GOAL OF THE EXERCISE: Line tally for the word "start": count the lines below that contain it and reply with the number alone.

EXERCISE INPUT:
################

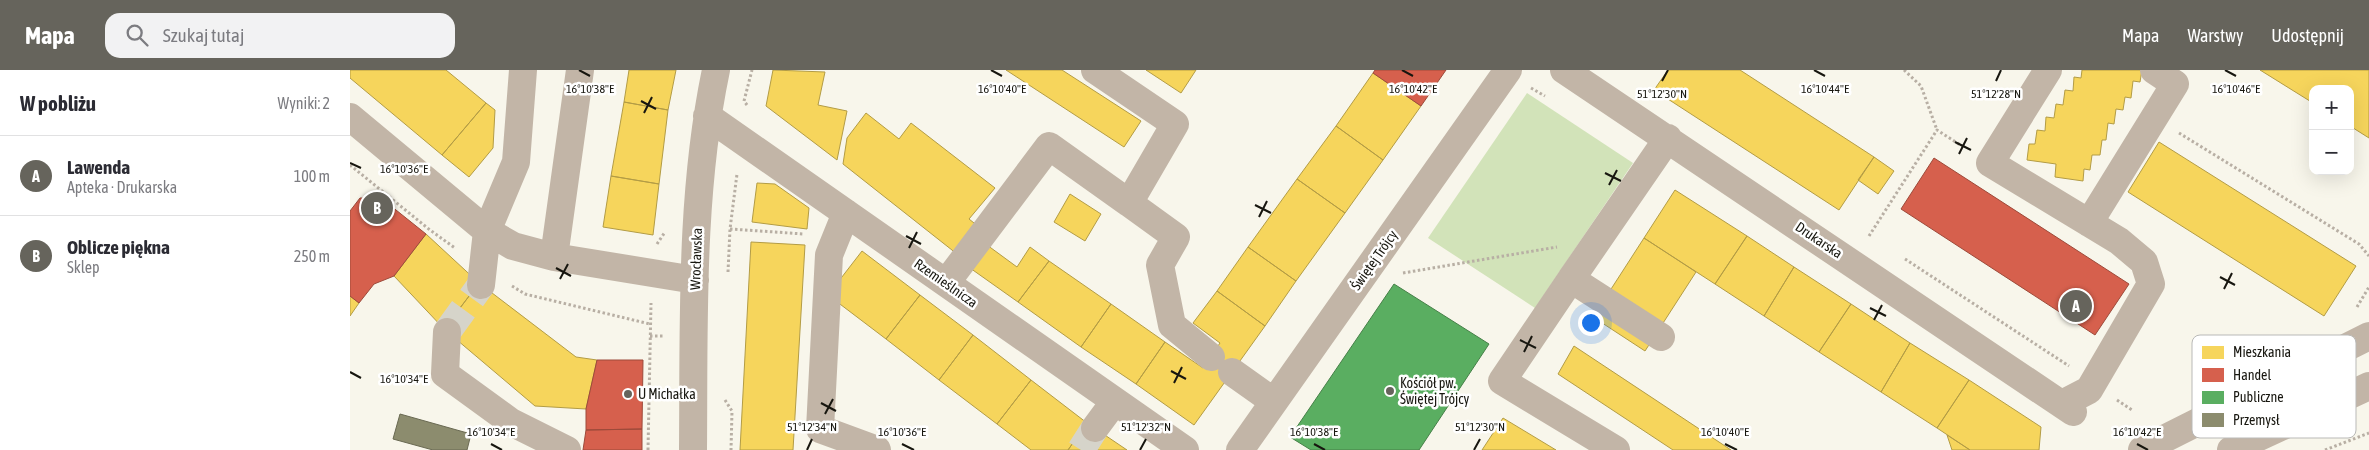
<!DOCTYPE html>
<html lang="pl">
<meta charset="utf-8">
<style>
body{margin:0;font-family:"Asap Condensed",sans-serif;background:#f2f2f3;color:#2b2b33}
.controls{position:absolute;right:15px;top:15px;display:grid;overflow:hidden;border-radius:10px;box-shadow:0 5px 20px #0002}
.controls button{width:45px;height:45px;display:grid;place-items:center;padding:0;border:0;border-bottom:1px solid #e1e1e2;background:#fff;color:#2b2b33;font:25px sans-serif}
.you{position:absolute;left:1240px;top:252px;width:18px;height:18px;margin:-12px;border:4px solid #fff;border-radius:50%;background:#1a73e8;box-shadow:0 0 0 8px #1a73e833}
.badge{display:grid;place-items:center;width:32px;height:32px;border-radius:50%;background:#66645c;color:#fff;font-size:16px;font-weight:700}
.pin{position:absolute;translate:-50% -50%;border:2px solid #fff;box-shadow:0 1px 5px #0006}
.list{margin:0;padding:0;list-style:none}
h2{display:flex;justify-content:space-between;align-items:center;height:65px;margin:0;padding:0 20px;font-size:21px}
h2 small{font-size:16px;font-weight:400;color:#7c7c81}
.list li{display:grid;grid-template-columns:32px 1fr auto;gap:15px;align-items:center;box-sizing:border-box;height:80px;padding:0 20px;border-top:1px solid #e1e1e2}
.list b{display:block;font-size:19px;white-space:nowrap}
.list p{margin:0;font-size:16px;white-space:nowrap;color:#7c7c81}
.list em{font-size:16px;font-style:normal;color:#7c7c81}
.icon{flex:none;width:28px;height:28px;fill:none;stroke:currentColor;stroke-width:2;stroke-linecap:round;stroke-linejoin:round}
.map{position:relative;flex:none;width:2019px;height:380px;overflow:hidden}
header{display:flex;align-items:center;gap:30px;box-sizing:border-box;height:70px;padding:0 25px;background:#66645c;color:#fff}
header strong{font-size:24px}
nav{display:flex;gap:28px;margin-inline-start:auto;font-size:18px}
.search{width:350px;height:45px;background:#f2f2f3;display:flex;align-items:center;gap:12px;box-sizing:border-box;padding:0 18px;border-radius:15px;color:#7c7c81;font-size:19px}
main{display:flex}
aside{flex:1;background:#fff}
.map>svg:first-child{display:block}
.green{fill:#d2e3b9}
.homes{fill:#f6d55c;stroke:#b39c45}
.shops{fill:#d6604d;stroke:#9d4a3a}
.public{fill:#5aae61;stroke:#468048}
.industry{fill:#8c8c6e;stroke:#696952}
.lines{fill:none;stroke-linecap:round;stroke-linejoin:round}
.minor-tunnel{stroke:#d6d4ca;stroke-width:28;stroke-dasharray:28 14;stroke-linecap:butt}
.path{stroke:#b8afa4;stroke-width:3;stroke-dasharray:2.5 2.5;stroke-linecap:butt}
.minor{stroke:#c2b5a7;stroke-width:28}
.ticks{fill:none;stroke:#17160f;stroke-width:2}
.poi-dot{fill:#66645c;stroke:#fff;stroke-width:2}
.labels{text-anchor:middle;stroke-width:5;stroke-linejoin:round;paint-order:stroke}
.street-label{font-size:14px;fill:#17160f;stroke:#fff}
.poi-label{font-size:14px;fill:#17160f;stroke:#fff;text-anchor:start}
.key{fill:#fff;stroke:#b9b9b7;stroke-width:1}
.key-label{font-size:14px;fill:#17160f}
.ticks-label{font-size:12px;text-anchor:middle;fill:#17160f;stroke:#fff;stroke-width:5;stroke-linejoin:round;paint-order:stroke}
</style>
<header>
<strong>Mapa</strong>
<div class="search"><svg class="icon" aria-label="search" viewBox="0 0 24 24"><circle cx="10" cy="10" r="6"/><path d="M15 15l6 6"/></svg>Szukaj tutaj</div>
<nav><a>Mapa</a><a>Warstwy</a><a>Udostępnij</a></nav>
</header>
<main>
<aside>
<h2>W pobliżu<small>Wyniki: 2</small></h2>
<ul class="list">
<li><span class="badge">A</span><div><b>Lawenda</b><p>Apteka · Drukarska</p></div><em>100 m</em></li>
<li><span class="badge">B</span><div><b>Oblicze piękna</b><p>Sklep</p></div><em>250 m</em></li>
</ul>
</aside>
<div class="map">
<svg width="2019" height="380" viewBox="0 0 2019 380">
<rect width="100%" height="100%" fill="#f8f6eb"/>
<!-- green -->
<path class="green" d="M1177 23 1283 93 1185 238 1078 168Z"/>
<!-- homes -->
<path class="homes" d="M0 0H96L136 33 92 85 0 8Z
M279 0H326L318 40 274 32Z
M423 0 475 2 468 35 497 41 487 90 416 36Z
M656 0H712L791 51 774 77Z
M796 0H846L831 23Z
M1318 0H1390L1524 87 1489 140 1304 20Z
M1732 0H1792L1790 12 1783 11 1781 28 1775 27 1773 40 1766 39 1764 54 1758 53 1756 70H1752L1750 85H1742L1740 100 1734 99 1733 111 1705 107 1706 94 1677 90 1679 74H1685L1687 60 1695 61 1696 47 1704 48 1706 34 1713 35 1715 20 1723 21 1724 7 1731 8Z
M1910 0H2019V68L2000 56V19H1963V33Z
M1023 3 1071 36 1033 90 986 56Z
M274 32 318 40 309 114 261 106Z
M136 33 145 40 143 78 119 107 92 85Z
M516 43 549 69 561 53 645 118 619 149 629 157 607 184 493 94 497 68Z
M986 56 1033 90 995 143 947 109Z
M1809 72 2006 196 1974 246 1778 122Z
M1524 87 1544 101 1528 124 1508 110Z
M261 106 309 114 303 165 253 157Z
M947 109 995 143 946 211 898 177Z
M407 113 425 114 459 138 457 159 402 152Z
M1325 120 1397 166 1365 214 1294 168Z
M720 124 751 144 735 171 704 152Z
M76 164 129 213 94 259 44 206Z
M1397 166 1444 197 1414 246 1365 214Z
M1294 168 1346 202 1295 281 1243 247Z
M401 172 455 175 443 380H390Z
M637 175 667 197 680 177 699 191 668 232 620 198Z
M898 177 946 211 915 256 867 221Z
M512 181 570 225 536 269 478 225Z
M699 191 761 234 731 277 668 232Z
M1444 197 1501 234 1469 282 1414 246Z
M129 213 226 287 247 290 236 339 185 336 94 259Z
M867 221 915 256 844 355 786 314 815 272 853 298 870 273 843 253Z
M570 225 623 265 589 310 536 269Z
M0 226 9 233 0 246Z
M761 234 815 272 786 314 731 277Z
M1501 234 1560 273 1531 322 1469 282Z
M623 265 681 310 647 354 589 310Z
M1560 273 1619 310 1587 358 1531 322Z
M1224 276 1369 372 1381 380H1323L1208 304Z
M681 310 737 353 718 380H681L647 354Z
M1619 310 1691 357 1689 380H1620L1587 358Z
M1153 348 1206 380H1132Z
M737 353 777 380H718Z
M1597 365 1620 380H1602Z"/>
<!-- shops -->
<path class="shops" d="M1025 0H1096L1071 36 1023 3Z
M1584 88 1779 214 1745 265 1551 139Z
M10 128H31L76 164 44 206 24 214 9 233 0 226V141Z
M247 290H293L292 359 236 360V339Z
M292 359V380H233L236 360Z"/>
<!-- public -->
<path class="public" d="M1044 214 1139 274 1069 380H961L940 367Z"/>
<!-- industry -->
<path class="industry" d="M50 344 121 364 117 380H83L43 369Z"/>
<g class="lines">
<!-- minor-tunnel -->
<path class="minor-tunnel" d="M97 262 131 215
M731 380 745 358"/>
<!-- path -->
<path class="path" d="M1554 0 1571 16 1587 60
M1181 18 1195 26
M397 35 394 31 402 0
M1829 63 2009 174 2019 186
M0 95 80 160 105 178
M380 159 454 164
M1519 166 1587 60 1615 78
M307 174 315 162
M1555 189 1719 296
M378 202 380 159 387 104
M1053 203 1207 177
M162 216 175 224 300 254
M2007 237 2019 217
M300 266H313
M375 330 382 341 381 380
M1767 330 1782 340
M298 380 301 233
M1975 380 2019 363"/>
<!-- minor -->
<path class="minor" d="M745 0 825 54 779 133 826 167 810 195 822 255 861 287
M1214 0 1723 342
M1698 0 1640 93 1769 171 1794 192 1801 214 1739 320 1712 334
M357 46 835 380
M0 47 137 161 163 176 204 187 345 210
M496 143 479 185 470 359 527 380
M1739 153 1825 14 1804 0
M204 187 230 0
M1221 209 1152 311 1266 380
M596 213 699 76 779 133
M131 215 137 161 166 92 173 0
M97 262 95 304 161 352 217 380
M1311 267 1221 209 1318 68
M882 302 923 331
M745 358 765 331
M343 380C344 254 340 124 366 0
M890 380 1158 0
M1792 380 2019 266
M1881 380 2019 316"/>
</g>
<!-- ticks -->
<path class="ticks" d="M229 0 240 6M641 0 652 6M1052 0 1063 6M1464 0 1475 6M1875 0 1886 6M1312 11 1318 0M1646 11 1651 0M291 31 306 39M294 43 302 27M1605 72 1621 80M1609 84 1617 68M0 93 11 98M1255 103 1271 111M1259 115 1267 100M905 135 921 143M909 147 917 131M556 166 571 174M559 178 567 162M206 198 221 206M1870 207 1885 215M210 209 218 194M1874 219 1882 203M1520 238 1536 246M1524 250 1532 235M1170 270 1186 278M1174 282 1182 266M821 301 836 309M0 302 11 308M824 313 832 297M471 333 486 341M475 344 483 329M141 374 152 380M552 374 564 380M964 374 975 380M1375 374 1387 380M1787 374 1798 380M457 380 462 369M790 380 796 369M1124 380 1130 369"/>
<!-- markers -->
<g class="poi-dot">
<circle cx="1040" cy="321" r="5"/>
<circle cx="278" cy="324" r="5"/>
</g>
<g class="labels">
<!-- street labels -->
<g class="street-label">
<text transform="translate(1469 170) rotate(34)" y="5">Drukarska</text>
<text transform="translate(346 189) rotate(-88)" y="5">Wrocławska</text>
<text transform="translate(1024 190) rotate(-55)" y="5">Świętej Trójcy</text>
<text transform="translate(596 213) rotate(35)" y="5">Rzemieślnicza</text>
</g>
<!-- poi labels -->
<g class="poi-label">
<text x="1050" y="318">Kościół pw.<tspan x="1050" dy="16">Świętej Trójcy</tspan></text>
<text x="288" y="329">U Michałka</text>
</g>
</g>
<!-- legend -->
<rect x="1842" y="265" width="164" height="103" rx="8" class="key"/>
<rect x="1852" y="276" width="22" height="13" fill="#f6d55c"/>
<rect x="1852" y="298" width="22" height="14" fill="#d6604d"/>
<rect x="1852" y="321" width="22" height="13" fill="#5aae61"/>
<rect x="1852" y="343" width="22" height="14" fill="#8c8c6e"/>
<g class="key-label">
<text x="1883" y="287">Mieszkania</text>
<text x="1883" y="310">Handel</text>
<text x="1883" y="332">Publiczne</text>
<text x="1883" y="355">Przemysł</text>
</g>
<g class="ticks-label">
<text x="1063" y="23">16°10'42"E</text>
<text x="240" y="23">16°10'38"E</text>
<text x="652" y="23">16°10'40"E</text>
<text x="1475" y="23">16°10'44"E</text>
<text x="1886" y="23">16°10'46"E</text>
<text x="1312" y="28">51°12'30"N</text>
<text x="1646" y="28">51°12'28"N</text>
<text x="54" y="103">16°10'36"E</text>
<text x="54" y="313">16°10'34"E</text>
<text x="462" y="361">51°12'34"N</text>
<text x="796" y="361">51°12'32"N</text>
<text x="1130" y="361">51°12'30"N</text>
<text x="141" y="366">16°10'34"E</text>
<text x="552" y="366">16°10'36"E</text>
<text x="964" y="366">16°10'38"E</text>
<text x="1375" y="366">16°10'40"E</text>
<text x="1787" y="366">16°10'42"E</text>
</g>
</svg>
<div class="controls">
<button>+</button>
<button>−</button>
</div>
<div class="you"></div>
<div class="pin badge" style="left:1726px;top:236px">A</div>
<div class="pin badge" style="left:27px;top:138px">B</div>
</div>
</main>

################

YOUR SOLUTION: 2